Collected data entries
---

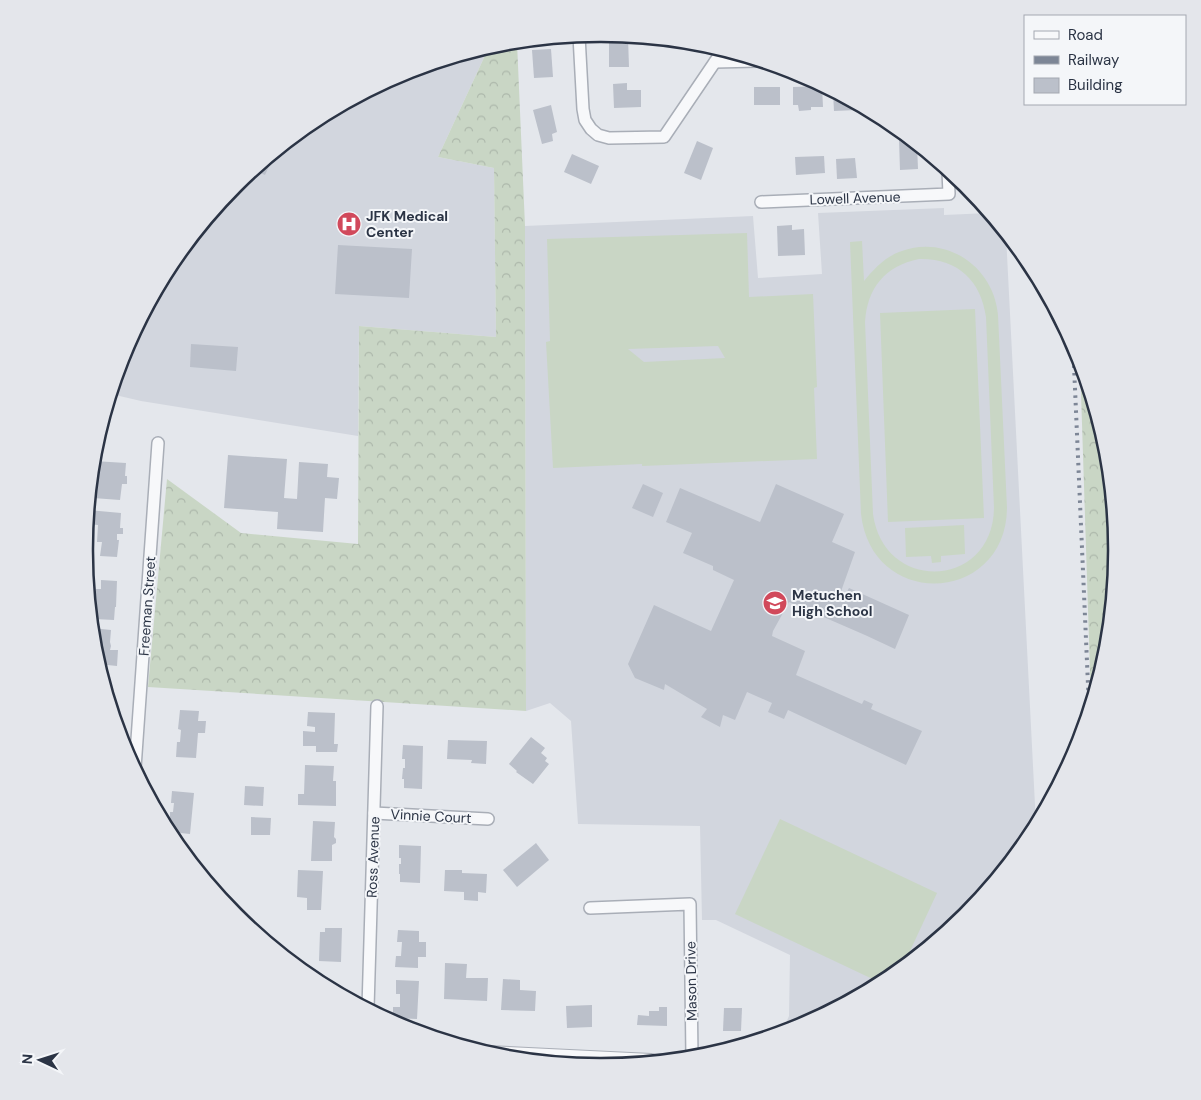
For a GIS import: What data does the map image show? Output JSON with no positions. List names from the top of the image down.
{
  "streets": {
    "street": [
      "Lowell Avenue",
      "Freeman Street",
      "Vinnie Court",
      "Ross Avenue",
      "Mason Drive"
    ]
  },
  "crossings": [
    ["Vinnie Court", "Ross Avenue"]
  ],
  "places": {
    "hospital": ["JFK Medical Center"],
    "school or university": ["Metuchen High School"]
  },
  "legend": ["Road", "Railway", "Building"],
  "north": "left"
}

---

• **Task brief**
The entries above need to be repeated word for word, minus their pictures.

• **Answer box**
For a GIS import: What data does the map image show? Output JSON with no positions. List names from the top of the image down.
{
  "streets": {
    "street": [
      "Lowell Avenue",
      "Freeman Street",
      "Vinnie Court",
      "Ross Avenue",
      "Mason Drive"
    ]
  },
  "crossings": [
    ["Vinnie Court", "Ross Avenue"]
  ],
  "places": {
    "hospital": ["JFK Medical Center"],
    "school or university": ["Metuchen High School"]
  },
  "legend": ["Road", "Railway", "Building"],
  "north": "left"
}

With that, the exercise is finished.